Goal of the exercise: Transcribe the full listing without changing a word, and omit its pictures.

Record extracts:
- Opening Delimiter -
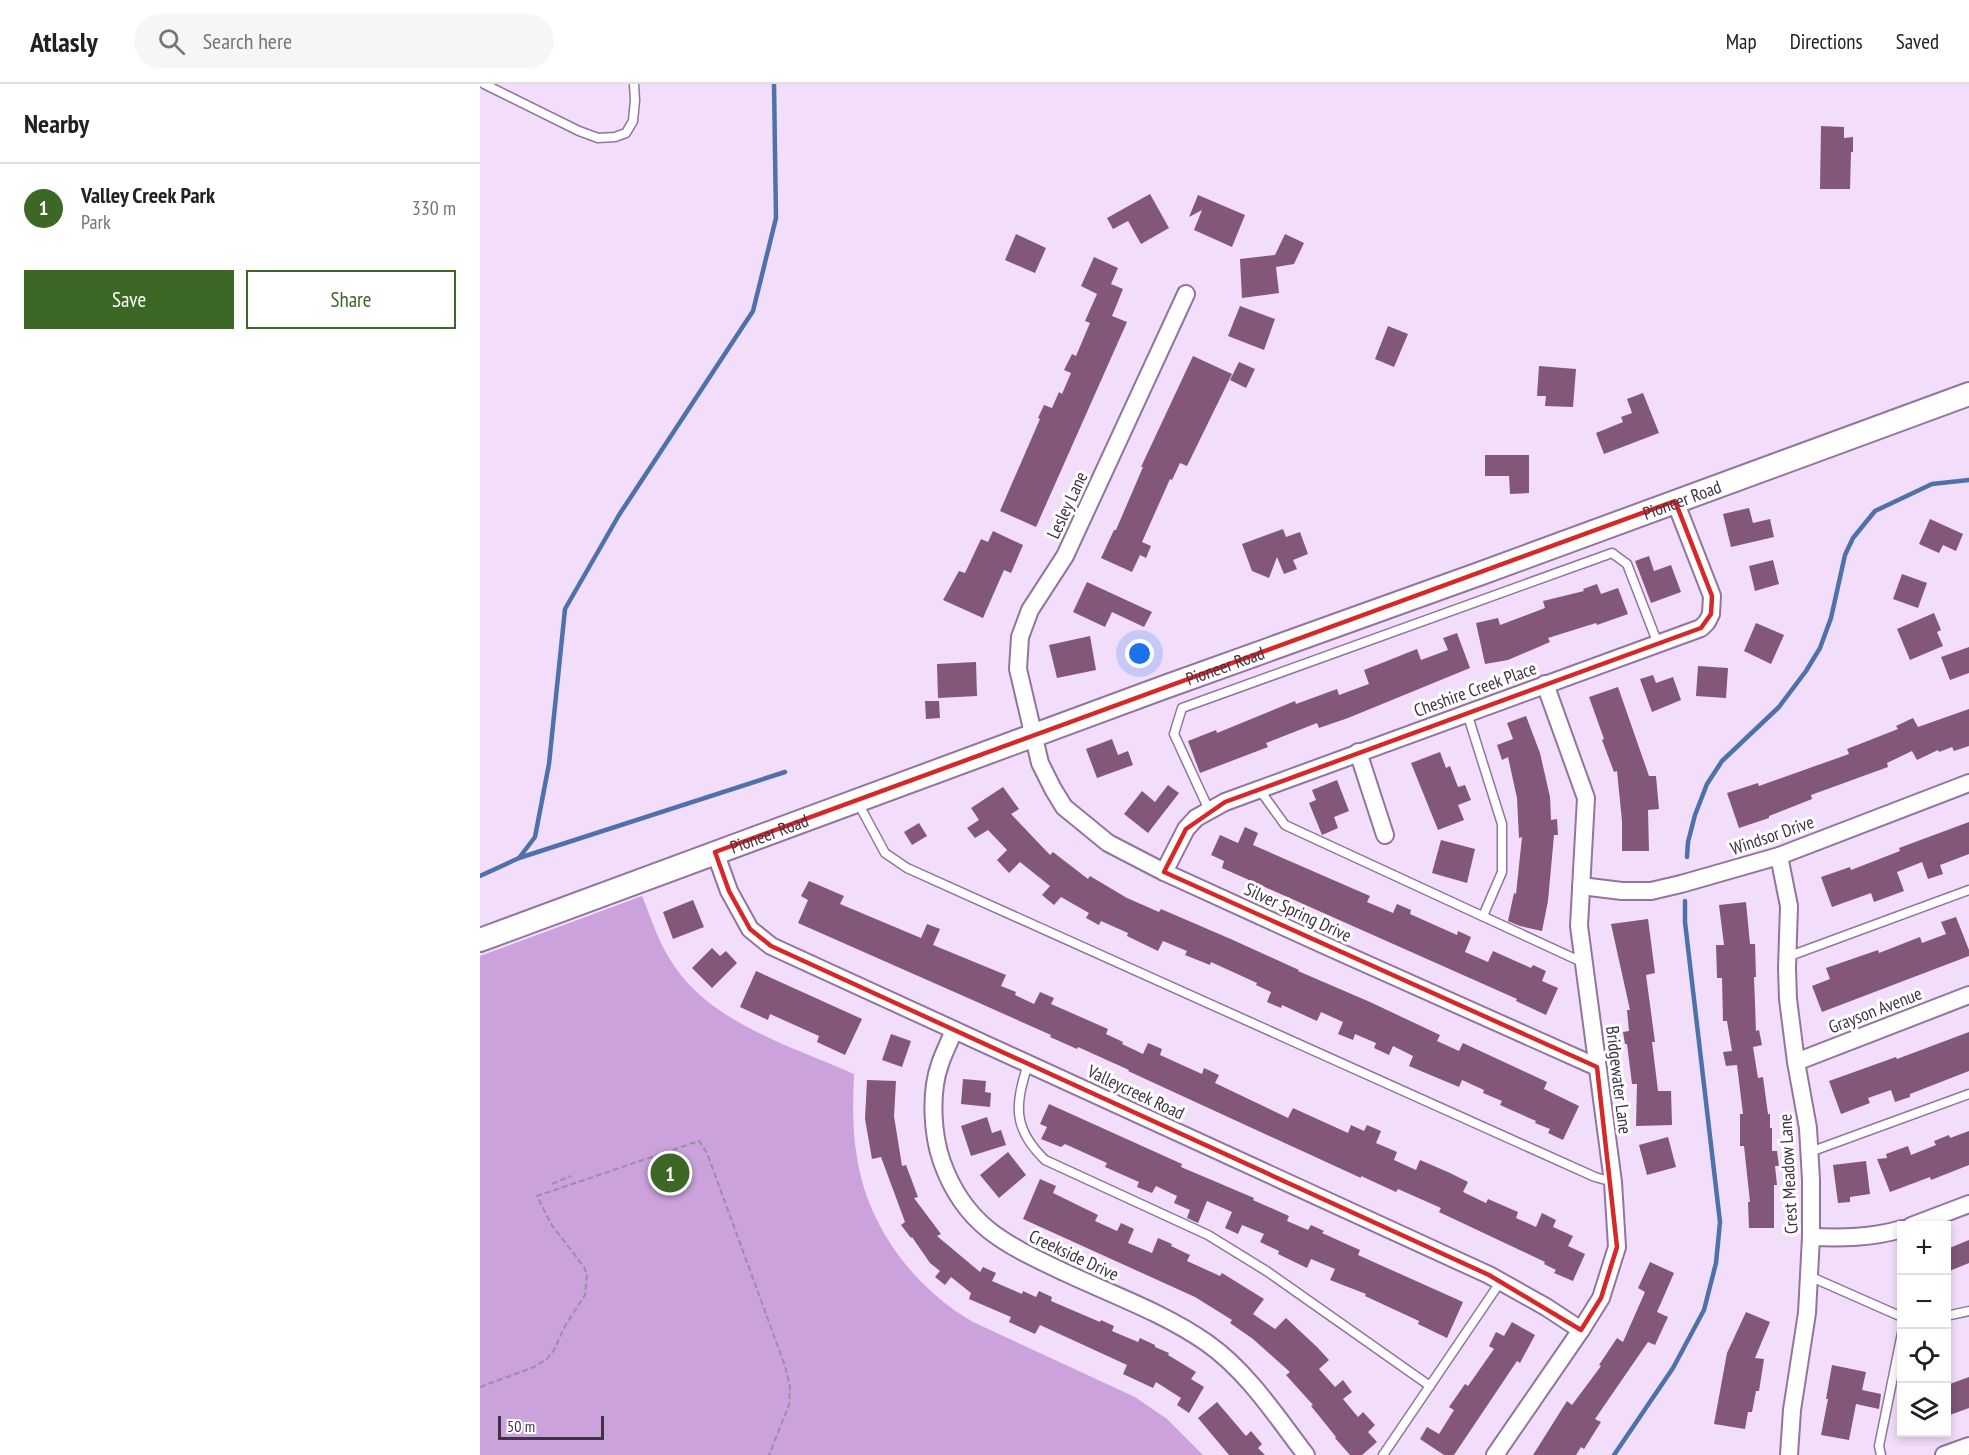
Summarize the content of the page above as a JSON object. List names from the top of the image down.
{
  "streets": {
    "main road": ["Pioneer Road"],
    "street": [
      "Lesley Lane",
      "Cheshire Creek Place",
      "Windsor Drive",
      "Silver Spring Drive",
      "Grayson Avenue",
      "Bridgewater Lane",
      "Valleycreek Road",
      "Crest Meadow Lane",
      "Creekside Drive"
    ]
  },
  "crossings": [
    ["Pioneer Road", "Lesley Lane"],
    ["Pioneer Road", "Cheshire Creek Place"],
    ["Pioneer Road", "Silver Spring Drive"],
    ["Pioneer Road", "Valleycreek Road"],
    ["Lesley Lane", "Silver Spring Drive"],
    ["Cheshire Creek Place", "Silver Spring Drive"],
    ["Cheshire Creek Place", "Bridgewater Lane"],
    ["Windsor Drive", "Bridgewater Lane"],
    ["Windsor Drive", "Crest Meadow Lane"],
    ["Silver Spring Drive", "Bridgewater Lane"],
    ["Grayson Avenue", "Crest Meadow Lane"],
    ["Bridgewater Lane", "Valleycreek Road"],
    ["Valleycreek Road", "Creekside Drive"]
  ],
  "scale_bar": "50 m",
  "page": {
    "header": "Atlasly",
    "search": "Search here",
    "nav": ["Map", "Directions", "Saved"],
    "heading": "Nearby",
    "list": [
      {
        "mark": "1",
        "name": "Valley Creek Park",
        "note": "Park",
        "value": "330 m"
      }
    ],
    "buttons": ["Save", "Share"],
    "pins": "1",
    "map_buttons": ["+", "−"],
    "scale": "50 m"
  }
}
- Closing Delimiter -
Solution below:
Summarize the content of the page above as a JSON object. List names from the top of the image down.
{
  "streets": {
    "main road": ["Pioneer Road"],
    "street": [
      "Lesley Lane",
      "Cheshire Creek Place",
      "Windsor Drive",
      "Silver Spring Drive",
      "Grayson Avenue",
      "Bridgewater Lane",
      "Valleycreek Road",
      "Crest Meadow Lane",
      "Creekside Drive"
    ]
  },
  "crossings": [
    ["Pioneer Road", "Lesley Lane"],
    ["Pioneer Road", "Cheshire Creek Place"],
    ["Pioneer Road", "Silver Spring Drive"],
    ["Pioneer Road", "Valleycreek Road"],
    ["Lesley Lane", "Silver Spring Drive"],
    ["Cheshire Creek Place", "Silver Spring Drive"],
    ["Cheshire Creek Place", "Bridgewater Lane"],
    ["Windsor Drive", "Bridgewater Lane"],
    ["Windsor Drive", "Crest Meadow Lane"],
    ["Silver Spring Drive", "Bridgewater Lane"],
    ["Grayson Avenue", "Crest Meadow Lane"],
    ["Bridgewater Lane", "Valleycreek Road"],
    ["Valleycreek Road", "Creekside Drive"]
  ],
  "scale_bar": "50 m",
  "page": {
    "header": "Atlasly",
    "search": "Search here",
    "nav": ["Map", "Directions", "Saved"],
    "heading": "Nearby",
    "list": [
      {
        "mark": "1",
        "name": "Valley Creek Park",
        "note": "Park",
        "value": "330 m"
      }
    ],
    "buttons": ["Save", "Share"],
    "pins": "1",
    "map_buttons": ["+", "−"],
    "scale": "50 m"
  }
}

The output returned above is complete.